§ Aim of the task: When a line of the entries contains the word "buttons", report that line.

§ Excerpted records:
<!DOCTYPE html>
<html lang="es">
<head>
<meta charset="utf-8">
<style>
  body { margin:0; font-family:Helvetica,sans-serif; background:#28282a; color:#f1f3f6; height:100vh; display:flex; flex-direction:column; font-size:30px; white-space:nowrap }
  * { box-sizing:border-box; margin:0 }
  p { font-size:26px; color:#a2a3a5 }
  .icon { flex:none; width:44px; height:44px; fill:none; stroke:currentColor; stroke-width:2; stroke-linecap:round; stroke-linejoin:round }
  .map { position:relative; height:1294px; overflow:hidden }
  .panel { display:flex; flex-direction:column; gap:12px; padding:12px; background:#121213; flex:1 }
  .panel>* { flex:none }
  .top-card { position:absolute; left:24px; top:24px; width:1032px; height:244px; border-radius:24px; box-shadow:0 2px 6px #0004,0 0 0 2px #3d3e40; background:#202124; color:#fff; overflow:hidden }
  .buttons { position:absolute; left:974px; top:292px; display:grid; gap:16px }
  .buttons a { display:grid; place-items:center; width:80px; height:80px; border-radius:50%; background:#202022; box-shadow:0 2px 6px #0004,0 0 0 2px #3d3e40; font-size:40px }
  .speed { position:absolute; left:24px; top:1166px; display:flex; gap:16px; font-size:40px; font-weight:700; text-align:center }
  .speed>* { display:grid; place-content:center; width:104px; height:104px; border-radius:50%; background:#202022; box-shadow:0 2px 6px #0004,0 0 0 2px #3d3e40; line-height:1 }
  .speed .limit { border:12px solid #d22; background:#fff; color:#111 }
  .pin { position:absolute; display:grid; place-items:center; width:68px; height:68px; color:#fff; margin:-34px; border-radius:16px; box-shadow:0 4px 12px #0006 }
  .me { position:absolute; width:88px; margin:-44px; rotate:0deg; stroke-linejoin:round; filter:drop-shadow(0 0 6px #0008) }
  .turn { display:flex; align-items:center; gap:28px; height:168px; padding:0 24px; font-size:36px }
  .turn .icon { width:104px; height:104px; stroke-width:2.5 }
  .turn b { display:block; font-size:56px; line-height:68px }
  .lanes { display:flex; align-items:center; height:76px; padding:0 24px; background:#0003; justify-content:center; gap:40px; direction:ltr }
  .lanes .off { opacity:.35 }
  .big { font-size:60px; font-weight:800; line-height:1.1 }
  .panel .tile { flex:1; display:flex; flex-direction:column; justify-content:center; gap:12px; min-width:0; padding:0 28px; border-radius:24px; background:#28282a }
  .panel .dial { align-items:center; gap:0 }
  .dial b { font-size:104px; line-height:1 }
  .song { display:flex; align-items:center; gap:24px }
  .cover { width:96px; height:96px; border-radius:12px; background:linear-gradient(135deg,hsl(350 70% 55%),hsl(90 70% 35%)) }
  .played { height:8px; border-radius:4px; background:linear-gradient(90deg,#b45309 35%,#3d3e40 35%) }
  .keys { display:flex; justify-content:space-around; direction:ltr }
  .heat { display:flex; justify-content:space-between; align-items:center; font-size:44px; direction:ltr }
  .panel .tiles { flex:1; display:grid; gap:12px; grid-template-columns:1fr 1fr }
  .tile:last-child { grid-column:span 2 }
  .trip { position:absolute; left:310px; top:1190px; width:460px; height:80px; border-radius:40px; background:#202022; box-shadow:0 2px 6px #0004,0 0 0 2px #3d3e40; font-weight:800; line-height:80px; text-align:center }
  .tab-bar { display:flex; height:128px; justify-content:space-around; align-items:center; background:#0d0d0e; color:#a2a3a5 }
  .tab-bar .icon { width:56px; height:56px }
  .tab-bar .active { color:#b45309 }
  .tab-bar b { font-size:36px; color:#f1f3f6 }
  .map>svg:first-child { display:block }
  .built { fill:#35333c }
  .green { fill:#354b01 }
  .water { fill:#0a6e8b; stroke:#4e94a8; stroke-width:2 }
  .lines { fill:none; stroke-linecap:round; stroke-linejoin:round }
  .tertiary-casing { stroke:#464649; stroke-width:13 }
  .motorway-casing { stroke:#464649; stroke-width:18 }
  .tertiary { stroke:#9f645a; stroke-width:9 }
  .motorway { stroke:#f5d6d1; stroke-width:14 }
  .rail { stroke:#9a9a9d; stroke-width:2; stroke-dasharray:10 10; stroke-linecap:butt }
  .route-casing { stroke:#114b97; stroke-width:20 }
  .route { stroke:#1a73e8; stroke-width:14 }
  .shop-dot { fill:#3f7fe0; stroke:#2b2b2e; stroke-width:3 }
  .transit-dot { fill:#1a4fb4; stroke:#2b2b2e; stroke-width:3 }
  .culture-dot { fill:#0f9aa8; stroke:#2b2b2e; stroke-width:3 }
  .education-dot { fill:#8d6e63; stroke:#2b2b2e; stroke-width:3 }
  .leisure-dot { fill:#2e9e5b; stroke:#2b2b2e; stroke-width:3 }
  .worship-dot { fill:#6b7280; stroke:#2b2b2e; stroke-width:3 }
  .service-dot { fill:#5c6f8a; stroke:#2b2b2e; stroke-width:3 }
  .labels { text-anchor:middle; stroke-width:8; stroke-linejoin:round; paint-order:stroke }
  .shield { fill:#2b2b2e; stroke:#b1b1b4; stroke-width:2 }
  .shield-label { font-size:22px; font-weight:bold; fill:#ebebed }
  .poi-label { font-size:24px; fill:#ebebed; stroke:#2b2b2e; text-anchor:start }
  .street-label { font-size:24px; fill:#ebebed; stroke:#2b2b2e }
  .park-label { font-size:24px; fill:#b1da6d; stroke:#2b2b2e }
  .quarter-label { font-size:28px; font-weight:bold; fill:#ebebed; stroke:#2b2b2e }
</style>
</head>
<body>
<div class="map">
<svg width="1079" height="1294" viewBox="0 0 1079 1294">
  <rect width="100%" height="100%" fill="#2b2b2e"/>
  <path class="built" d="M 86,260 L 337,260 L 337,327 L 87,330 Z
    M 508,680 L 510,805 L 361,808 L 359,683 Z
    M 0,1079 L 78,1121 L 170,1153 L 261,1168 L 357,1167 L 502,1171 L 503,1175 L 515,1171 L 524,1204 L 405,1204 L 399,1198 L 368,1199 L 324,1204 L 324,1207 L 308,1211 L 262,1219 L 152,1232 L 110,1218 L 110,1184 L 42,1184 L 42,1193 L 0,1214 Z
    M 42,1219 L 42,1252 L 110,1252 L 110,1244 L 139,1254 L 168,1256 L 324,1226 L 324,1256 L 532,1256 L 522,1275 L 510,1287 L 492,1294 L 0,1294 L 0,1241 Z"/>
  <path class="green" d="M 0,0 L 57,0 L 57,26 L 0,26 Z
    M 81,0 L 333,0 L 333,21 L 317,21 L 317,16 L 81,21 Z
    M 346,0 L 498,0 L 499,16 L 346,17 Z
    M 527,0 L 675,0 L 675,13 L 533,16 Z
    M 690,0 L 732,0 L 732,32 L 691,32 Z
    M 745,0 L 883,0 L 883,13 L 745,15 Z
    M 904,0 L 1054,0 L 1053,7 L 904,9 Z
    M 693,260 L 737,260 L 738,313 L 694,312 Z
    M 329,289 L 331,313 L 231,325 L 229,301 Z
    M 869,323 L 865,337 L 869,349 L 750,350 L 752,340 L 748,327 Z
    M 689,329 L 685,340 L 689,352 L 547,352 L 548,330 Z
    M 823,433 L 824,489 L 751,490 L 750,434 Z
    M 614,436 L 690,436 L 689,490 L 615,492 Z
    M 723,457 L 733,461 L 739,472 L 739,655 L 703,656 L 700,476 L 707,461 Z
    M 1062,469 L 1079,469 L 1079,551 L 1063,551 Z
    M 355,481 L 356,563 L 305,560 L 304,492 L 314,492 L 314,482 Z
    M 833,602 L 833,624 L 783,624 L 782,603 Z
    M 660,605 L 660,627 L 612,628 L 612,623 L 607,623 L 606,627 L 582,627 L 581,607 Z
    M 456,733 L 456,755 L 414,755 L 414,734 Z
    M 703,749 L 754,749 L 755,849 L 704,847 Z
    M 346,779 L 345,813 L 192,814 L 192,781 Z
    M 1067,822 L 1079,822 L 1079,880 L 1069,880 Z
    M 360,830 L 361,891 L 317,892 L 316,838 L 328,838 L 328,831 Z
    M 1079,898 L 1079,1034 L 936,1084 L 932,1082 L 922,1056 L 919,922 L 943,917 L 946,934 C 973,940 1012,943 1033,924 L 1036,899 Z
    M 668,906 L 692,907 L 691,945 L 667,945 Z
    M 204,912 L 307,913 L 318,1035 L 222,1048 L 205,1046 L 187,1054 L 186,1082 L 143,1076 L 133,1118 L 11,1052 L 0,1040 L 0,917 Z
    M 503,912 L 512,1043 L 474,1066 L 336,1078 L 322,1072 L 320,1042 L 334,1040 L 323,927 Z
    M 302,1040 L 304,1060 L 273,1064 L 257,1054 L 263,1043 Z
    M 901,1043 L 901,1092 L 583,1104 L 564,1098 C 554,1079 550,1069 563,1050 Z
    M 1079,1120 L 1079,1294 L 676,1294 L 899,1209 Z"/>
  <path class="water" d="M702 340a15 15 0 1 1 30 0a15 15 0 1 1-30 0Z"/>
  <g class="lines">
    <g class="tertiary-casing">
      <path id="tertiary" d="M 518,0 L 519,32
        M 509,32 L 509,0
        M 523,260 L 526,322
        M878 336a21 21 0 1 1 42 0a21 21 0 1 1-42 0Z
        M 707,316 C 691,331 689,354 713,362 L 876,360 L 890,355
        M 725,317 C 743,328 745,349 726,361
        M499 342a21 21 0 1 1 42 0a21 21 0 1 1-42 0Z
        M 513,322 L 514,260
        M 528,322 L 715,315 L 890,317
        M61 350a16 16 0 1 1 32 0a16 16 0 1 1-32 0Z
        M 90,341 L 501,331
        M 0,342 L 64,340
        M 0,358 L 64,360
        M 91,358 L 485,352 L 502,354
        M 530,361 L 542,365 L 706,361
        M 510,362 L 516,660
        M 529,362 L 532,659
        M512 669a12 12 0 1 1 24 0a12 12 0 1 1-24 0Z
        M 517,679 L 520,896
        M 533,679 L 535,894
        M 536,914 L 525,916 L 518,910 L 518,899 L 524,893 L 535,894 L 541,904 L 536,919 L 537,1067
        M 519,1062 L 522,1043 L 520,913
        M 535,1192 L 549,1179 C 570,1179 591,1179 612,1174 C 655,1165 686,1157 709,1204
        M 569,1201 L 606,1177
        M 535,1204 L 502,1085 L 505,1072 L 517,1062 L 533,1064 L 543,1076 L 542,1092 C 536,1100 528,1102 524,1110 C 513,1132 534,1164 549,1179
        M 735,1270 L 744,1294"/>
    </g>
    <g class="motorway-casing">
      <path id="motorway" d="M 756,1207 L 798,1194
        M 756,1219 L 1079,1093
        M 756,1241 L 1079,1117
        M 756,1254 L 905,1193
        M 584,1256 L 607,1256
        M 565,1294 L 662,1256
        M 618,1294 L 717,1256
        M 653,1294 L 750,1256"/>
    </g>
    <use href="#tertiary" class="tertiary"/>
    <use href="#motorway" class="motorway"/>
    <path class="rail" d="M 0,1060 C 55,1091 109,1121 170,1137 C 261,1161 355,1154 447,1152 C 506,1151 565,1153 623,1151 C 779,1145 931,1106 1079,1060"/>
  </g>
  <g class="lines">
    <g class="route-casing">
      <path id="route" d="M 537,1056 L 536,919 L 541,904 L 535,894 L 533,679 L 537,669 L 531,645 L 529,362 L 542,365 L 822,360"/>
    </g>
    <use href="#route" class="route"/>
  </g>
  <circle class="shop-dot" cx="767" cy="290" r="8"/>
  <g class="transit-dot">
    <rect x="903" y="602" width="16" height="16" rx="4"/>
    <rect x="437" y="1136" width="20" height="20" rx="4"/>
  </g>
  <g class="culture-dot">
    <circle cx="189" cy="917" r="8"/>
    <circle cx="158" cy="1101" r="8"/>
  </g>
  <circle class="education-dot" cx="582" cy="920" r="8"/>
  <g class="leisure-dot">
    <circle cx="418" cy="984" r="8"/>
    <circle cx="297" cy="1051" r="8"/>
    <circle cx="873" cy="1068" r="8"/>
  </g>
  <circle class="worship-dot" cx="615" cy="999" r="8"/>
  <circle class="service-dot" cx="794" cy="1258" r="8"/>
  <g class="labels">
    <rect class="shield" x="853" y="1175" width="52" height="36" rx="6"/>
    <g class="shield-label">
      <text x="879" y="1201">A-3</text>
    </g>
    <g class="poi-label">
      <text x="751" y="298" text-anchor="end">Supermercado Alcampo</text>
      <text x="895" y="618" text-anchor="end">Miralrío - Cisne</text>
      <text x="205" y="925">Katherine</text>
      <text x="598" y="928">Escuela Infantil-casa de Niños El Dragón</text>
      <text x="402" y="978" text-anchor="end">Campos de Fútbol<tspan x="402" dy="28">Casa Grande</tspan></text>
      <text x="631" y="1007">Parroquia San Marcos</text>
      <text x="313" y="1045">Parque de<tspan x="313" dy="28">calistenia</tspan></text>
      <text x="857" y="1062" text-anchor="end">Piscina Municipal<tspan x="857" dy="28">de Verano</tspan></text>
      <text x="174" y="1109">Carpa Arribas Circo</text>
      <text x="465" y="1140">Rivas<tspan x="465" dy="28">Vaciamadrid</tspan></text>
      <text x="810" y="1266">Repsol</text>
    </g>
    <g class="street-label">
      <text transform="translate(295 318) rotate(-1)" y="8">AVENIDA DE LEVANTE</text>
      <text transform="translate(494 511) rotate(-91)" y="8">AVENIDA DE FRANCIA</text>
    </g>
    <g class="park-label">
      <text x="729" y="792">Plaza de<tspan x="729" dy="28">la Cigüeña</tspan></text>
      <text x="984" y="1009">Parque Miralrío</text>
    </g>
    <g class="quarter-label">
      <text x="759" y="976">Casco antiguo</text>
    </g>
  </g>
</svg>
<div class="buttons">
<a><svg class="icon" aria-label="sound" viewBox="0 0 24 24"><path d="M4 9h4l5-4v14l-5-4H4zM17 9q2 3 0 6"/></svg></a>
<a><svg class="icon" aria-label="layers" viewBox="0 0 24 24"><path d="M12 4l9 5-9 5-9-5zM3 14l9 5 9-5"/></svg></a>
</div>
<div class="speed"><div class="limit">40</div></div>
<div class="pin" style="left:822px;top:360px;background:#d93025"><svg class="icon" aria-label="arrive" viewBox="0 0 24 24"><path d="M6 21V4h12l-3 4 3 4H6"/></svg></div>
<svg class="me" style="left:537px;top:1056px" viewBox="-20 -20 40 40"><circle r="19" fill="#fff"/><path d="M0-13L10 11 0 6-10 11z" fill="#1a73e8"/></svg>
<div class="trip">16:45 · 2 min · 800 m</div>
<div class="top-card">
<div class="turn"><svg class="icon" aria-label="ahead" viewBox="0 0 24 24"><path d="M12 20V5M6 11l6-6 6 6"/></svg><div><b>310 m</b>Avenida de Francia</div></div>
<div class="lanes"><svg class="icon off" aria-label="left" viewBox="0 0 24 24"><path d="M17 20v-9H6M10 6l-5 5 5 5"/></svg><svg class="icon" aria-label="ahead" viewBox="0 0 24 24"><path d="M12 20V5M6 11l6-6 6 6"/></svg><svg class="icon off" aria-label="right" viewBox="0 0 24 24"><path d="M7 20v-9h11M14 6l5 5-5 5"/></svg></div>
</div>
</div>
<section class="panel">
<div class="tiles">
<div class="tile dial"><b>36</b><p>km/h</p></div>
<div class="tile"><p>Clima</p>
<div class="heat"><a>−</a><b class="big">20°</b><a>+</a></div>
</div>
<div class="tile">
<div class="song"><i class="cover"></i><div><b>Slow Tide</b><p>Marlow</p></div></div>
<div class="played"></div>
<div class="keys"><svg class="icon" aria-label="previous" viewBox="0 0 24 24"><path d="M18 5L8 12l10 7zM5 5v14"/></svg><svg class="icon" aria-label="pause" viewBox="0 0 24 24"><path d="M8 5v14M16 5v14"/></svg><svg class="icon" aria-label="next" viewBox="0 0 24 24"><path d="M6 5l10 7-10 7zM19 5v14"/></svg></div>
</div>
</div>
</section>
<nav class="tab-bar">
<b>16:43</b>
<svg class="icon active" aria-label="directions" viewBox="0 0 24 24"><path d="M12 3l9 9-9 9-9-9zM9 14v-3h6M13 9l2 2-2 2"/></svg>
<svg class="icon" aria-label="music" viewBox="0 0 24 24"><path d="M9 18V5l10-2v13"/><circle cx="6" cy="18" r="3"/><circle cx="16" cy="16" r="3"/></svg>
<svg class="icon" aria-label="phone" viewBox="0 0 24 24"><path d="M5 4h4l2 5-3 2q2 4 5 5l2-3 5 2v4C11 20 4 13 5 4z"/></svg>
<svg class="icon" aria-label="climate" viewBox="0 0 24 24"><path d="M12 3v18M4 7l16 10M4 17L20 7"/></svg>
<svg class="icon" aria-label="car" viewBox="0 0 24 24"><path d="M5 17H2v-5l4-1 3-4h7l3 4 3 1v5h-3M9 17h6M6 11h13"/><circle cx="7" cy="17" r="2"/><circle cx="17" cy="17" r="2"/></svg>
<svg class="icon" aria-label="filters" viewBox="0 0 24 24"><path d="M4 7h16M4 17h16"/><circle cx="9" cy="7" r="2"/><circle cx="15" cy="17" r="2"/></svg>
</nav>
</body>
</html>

§ Task solution:
  .buttons { position:absolute; left:974px; top:292px; display:grid; gap:16px }
  .buttons a { display:grid; place-items:center; width:80px; height:80px; border-radius:50%; background:#202022; box-shadow:0 2px 6px #0004,0 0 0 2px #3d3e40; font-size:40px }
<div class="buttons">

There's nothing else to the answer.